Warning: this article contains plot spoilers.
Merida’s hair is really long
If her curls were unwound Merida’s hair would measure 4 feet long. The character is only 5′ 4″.
The Princess Merida’s hair was almost a three year process to get correct. Earlier hair such as for the characters in The Incredibles had much more groomed hair, but here the character’s hair simulation needed to solve how to get this messy, tempestuous and unpredictable look while still looking attractive and flowing nicely with the animation.
The previous hair system used by Pixar had to be seriously overhauled since:
- Merida’s hair required much greater hair to hair (soft body) collisions than anything Pixar had done before.
- The curls themselves were an issue from a simulation point of view.
Hair is modeled using a series of mass and springs (springs connecting point masses). But very curly hair acts in a contradictory way: curls are very stiff, so the springs need to be quite rigid, but the movement of the hair requires a soft flowing quality that fights this property. If the ‘springs’ were too soft the hair would unwind, if the hair springs were too stiff, her hair would not move realistically. This coupled with the problem of collision and intersection – while holding to the production schedule – made Brave’s hair simulation extremely complex.
Pixar developed and internally released a new simulator, which is multi-threaded. The new code does computation before it sends hair off to the simulator to determine how other hairs would relate. This means that a cluster of hairs would all be dealt with as one group, and the Hair simulation could be multi-threaded. In one sequence Merida flicks her hair from one side of her face to the other, but even such high level gross spatial changes were able to be automatically accommodated.
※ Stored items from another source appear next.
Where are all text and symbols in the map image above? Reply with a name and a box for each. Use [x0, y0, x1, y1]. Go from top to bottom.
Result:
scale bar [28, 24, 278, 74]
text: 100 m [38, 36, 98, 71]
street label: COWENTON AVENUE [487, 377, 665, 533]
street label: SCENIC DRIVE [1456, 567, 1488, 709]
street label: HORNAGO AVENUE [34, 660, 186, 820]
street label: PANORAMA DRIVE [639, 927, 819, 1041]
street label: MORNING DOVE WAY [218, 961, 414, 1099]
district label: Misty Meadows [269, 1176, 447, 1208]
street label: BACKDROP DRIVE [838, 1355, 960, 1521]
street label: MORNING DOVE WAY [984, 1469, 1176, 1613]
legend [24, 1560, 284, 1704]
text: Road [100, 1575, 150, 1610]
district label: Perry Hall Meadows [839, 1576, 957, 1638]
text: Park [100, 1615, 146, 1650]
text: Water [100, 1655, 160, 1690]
Mass and weight are two common often misunderstood terms. The fundamental relation between the mass and the weight is defined by Newton’s 2nd Law as:
F = m . a
where F = force (N), m = mass (kg), a = acceleration (m/s2).
Mass is a measure of the amount of material in an object. Mass does not change with a body’s position or movement. The mass is a fundamental property of amount of matter in the object. Weight is the gravitational force acting on a body’s mass.
It is this force that interacts with the stiffness of the ‘springs’ in the digital hair.
To address the curls themselves there is a core thread or curve that runs through the middle of a primary curl. The key hairs are B-splines that are then used to interpolate the motion of the rest of the hairs. So Merida had 1500 hand placed curves which interpolate to some 111,000 curves at final render. Merida’s hair was simulated at about 20 to 30 seconds a frame.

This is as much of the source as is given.